(Dataset records)
++++
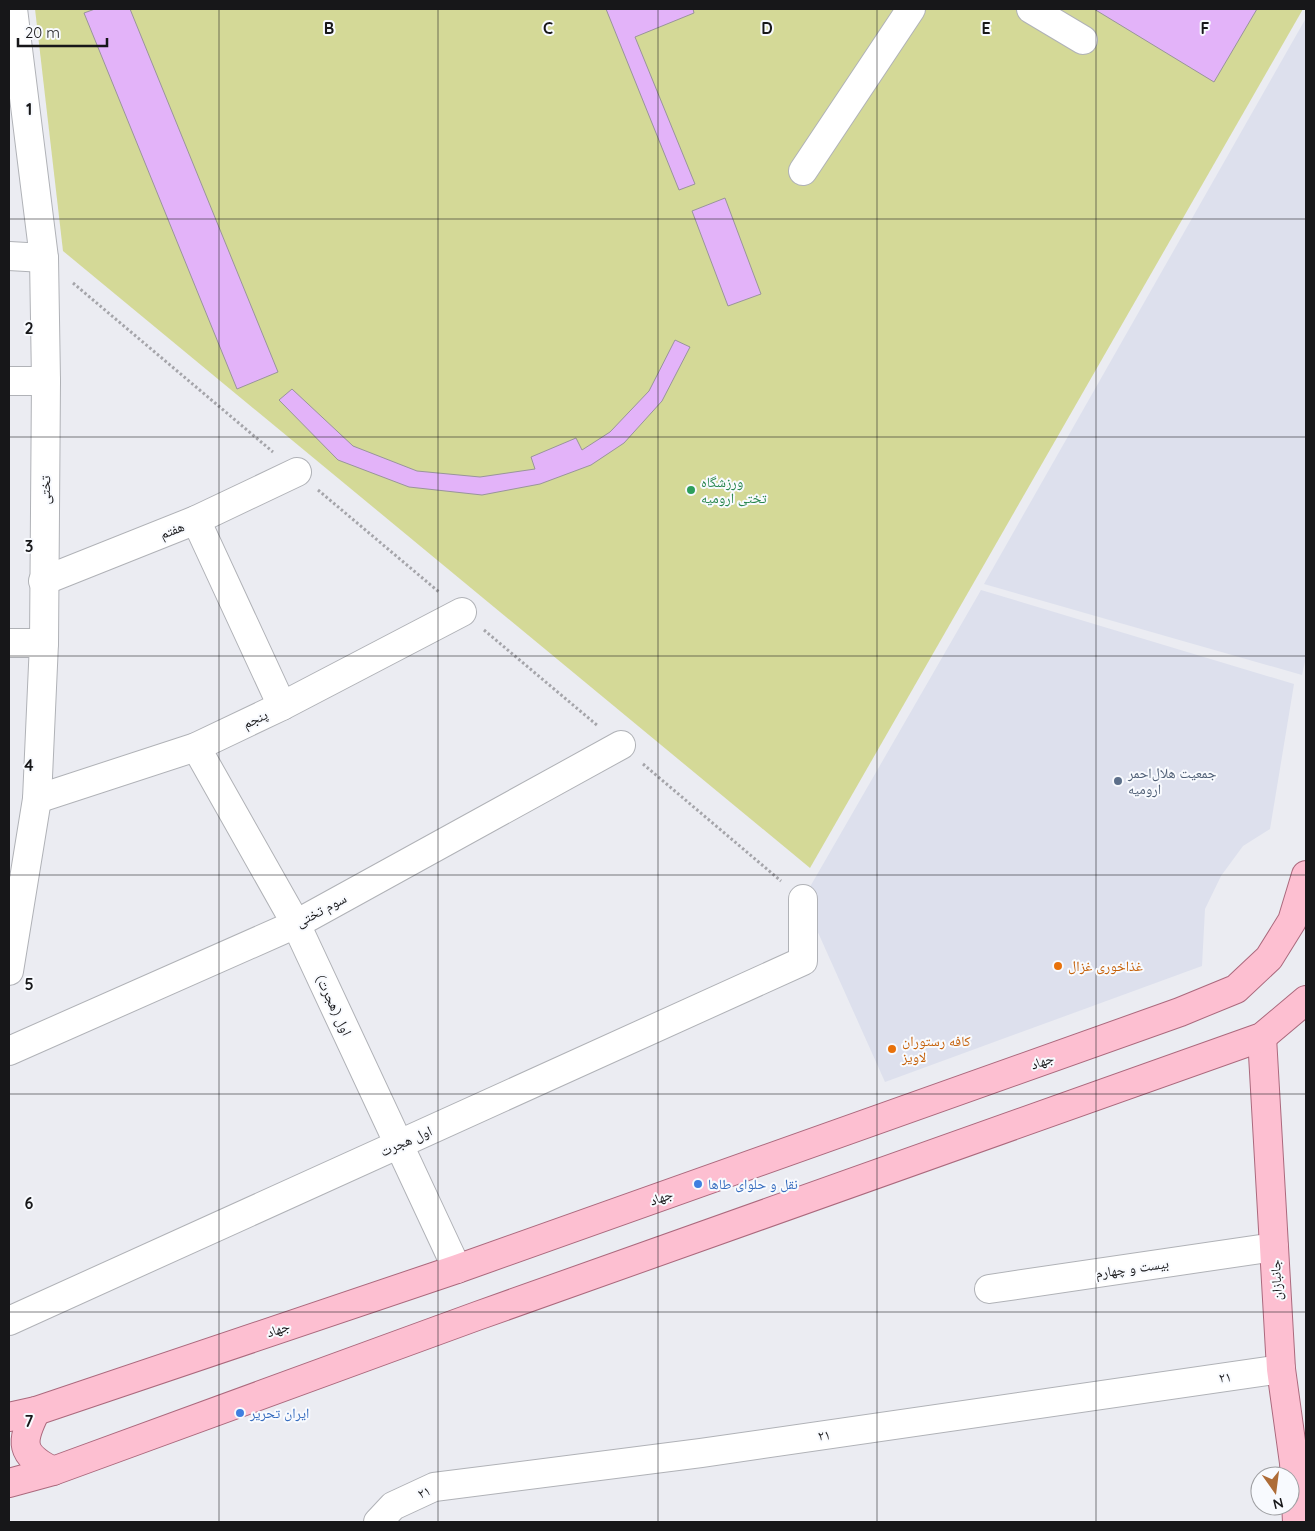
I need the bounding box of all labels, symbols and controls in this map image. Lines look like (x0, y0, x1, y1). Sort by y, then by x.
scale bar (18, 15, 106, 47)
text: B (324, 18, 334, 38)
text: C (543, 18, 553, 38)
text: D (761, 18, 773, 38)
text: E (981, 18, 991, 38)
text: F (1201, 18, 1210, 38)
text: 20 m (25, 23, 60, 42)
text: 1 (26, 99, 32, 119)
text: 2 (24, 318, 34, 338)
place label: ورزشگاه تختی ارومیه (701, 473, 767, 507)
street label: تختی (36, 475, 54, 505)
marker: ورزشگاه تختی ارومیه (685, 484, 697, 496)
street label: هفتم (157, 517, 187, 544)
text: 3 (25, 536, 33, 556)
street label: پنجم (240, 705, 271, 734)
text: 4 (24, 755, 34, 775)
place label: جمعیت هلال‌احمر ارومیه (1127, 764, 1217, 798)
marker: جمعیت هلال‌احمر ارومیه (1112, 775, 1124, 787)
street label: سوم تختی (292, 889, 350, 932)
place label: غذاخوری غزال (1068, 957, 1143, 975)
marker: غذاخوری غزال (1052, 960, 1064, 972)
street label: اول (هجرت) (312, 972, 356, 1038)
text: 5 (24, 974, 34, 994)
place label: کافه رستوران لاویز (901, 1032, 971, 1066)
marker: کافه رستوران لاویز (886, 1043, 898, 1055)
street label: جهاد (1028, 1048, 1056, 1073)
street label: اول هجرت (377, 1122, 435, 1160)
place label: نقل و حلوای طاها (708, 1175, 798, 1193)
marker: نقل و حلوای طاها (692, 1178, 704, 1190)
street label: جهاد (647, 1184, 675, 1209)
text: 6 (25, 1193, 34, 1213)
street label: بیست و چهارم (1094, 1254, 1170, 1283)
street label: جانبازان (1266, 1259, 1286, 1301)
street label: جهاد (264, 1317, 292, 1341)
street label: ۲۱ (1218, 1367, 1232, 1387)
place label: ایران تحریر (249, 1404, 309, 1422)
marker: ایران تحریر (234, 1407, 246, 1419)
text: 7 (25, 1411, 34, 1431)
street label: ۲۱ (817, 1425, 831, 1445)
north arrow (1250, 1466, 1300, 1516)
street label: ۲۱ (415, 1481, 433, 1503)
text: N (1271, 1494, 1285, 1514)

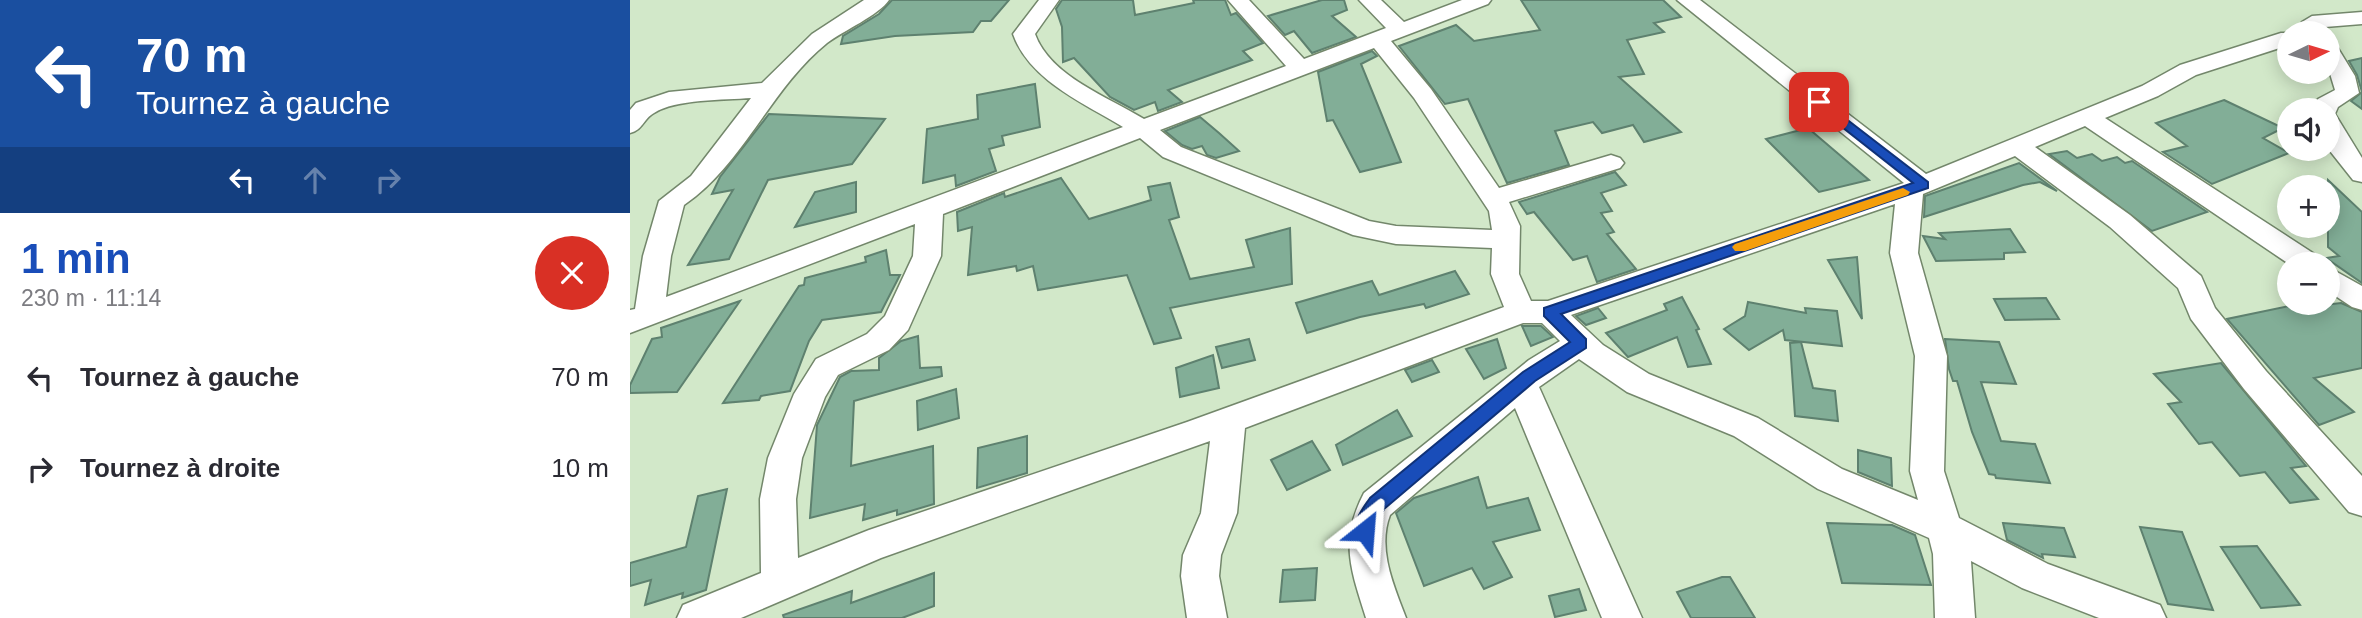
++++
WHAT TO DO - The records above must be printed exactly, but the pictures they hold should be omitted.

OUTPUT BELOW -
I need the bounding box of all labels, symbols and controls in this map image. Lines look like (x0, y0, x1, y1). Sort by y, then by x.
scale bar (18, 15, 106, 47)
text: B (324, 18, 334, 38)
text: C (543, 18, 553, 38)
text: D (761, 18, 773, 38)
text: E (981, 18, 991, 38)
text: F (1201, 18, 1210, 38)
text: 20 m (25, 23, 60, 42)
text: 1 (26, 99, 32, 119)
text: 2 (24, 318, 34, 338)
place label: ورزشگاه تختی ارومیه (701, 473, 767, 507)
street label: تختی (36, 475, 54, 505)
marker: ورزشگاه تختی ارومیه (685, 484, 697, 496)
street label: هفتم (157, 517, 187, 544)
text: 3 (25, 536, 33, 556)
street label: پنجم (240, 705, 271, 734)
text: 4 (24, 755, 34, 775)
place label: جمعیت هلال‌احمر ارومیه (1127, 764, 1217, 798)
marker: جمعیت هلال‌احمر ارومیه (1112, 775, 1124, 787)
street label: سوم تختی (292, 889, 350, 932)
place label: غذاخوری غزال (1068, 957, 1143, 975)
marker: غذاخوری غزال (1052, 960, 1064, 972)
street label: اول (هجرت) (312, 972, 356, 1038)
text: 5 (24, 974, 34, 994)
place label: کافه رستوران لاویز (901, 1032, 971, 1066)
marker: کافه رستوران لاویز (886, 1043, 898, 1055)
street label: جهاد (1028, 1048, 1056, 1073)
street label: اول هجرت (377, 1122, 435, 1160)
place label: نقل و حلوای طاها (708, 1175, 798, 1193)
marker: نقل و حلوای طاها (692, 1178, 704, 1190)
street label: جهاد (647, 1184, 675, 1209)
text: 6 (25, 1193, 34, 1213)
street label: بیست و چهارم (1094, 1254, 1170, 1283)
street label: جانبازان (1266, 1259, 1286, 1301)
street label: جهاد (264, 1317, 292, 1341)
street label: ۲۱ (1218, 1367, 1232, 1387)
place label: ایران تحریر (249, 1404, 309, 1422)
marker: ایران تحریر (234, 1407, 246, 1419)
text: 7 (25, 1411, 34, 1431)
street label: ۲۱ (817, 1425, 831, 1445)
north arrow (1250, 1466, 1300, 1516)
street label: ۲۱ (415, 1481, 433, 1503)
text: N (1271, 1494, 1285, 1514)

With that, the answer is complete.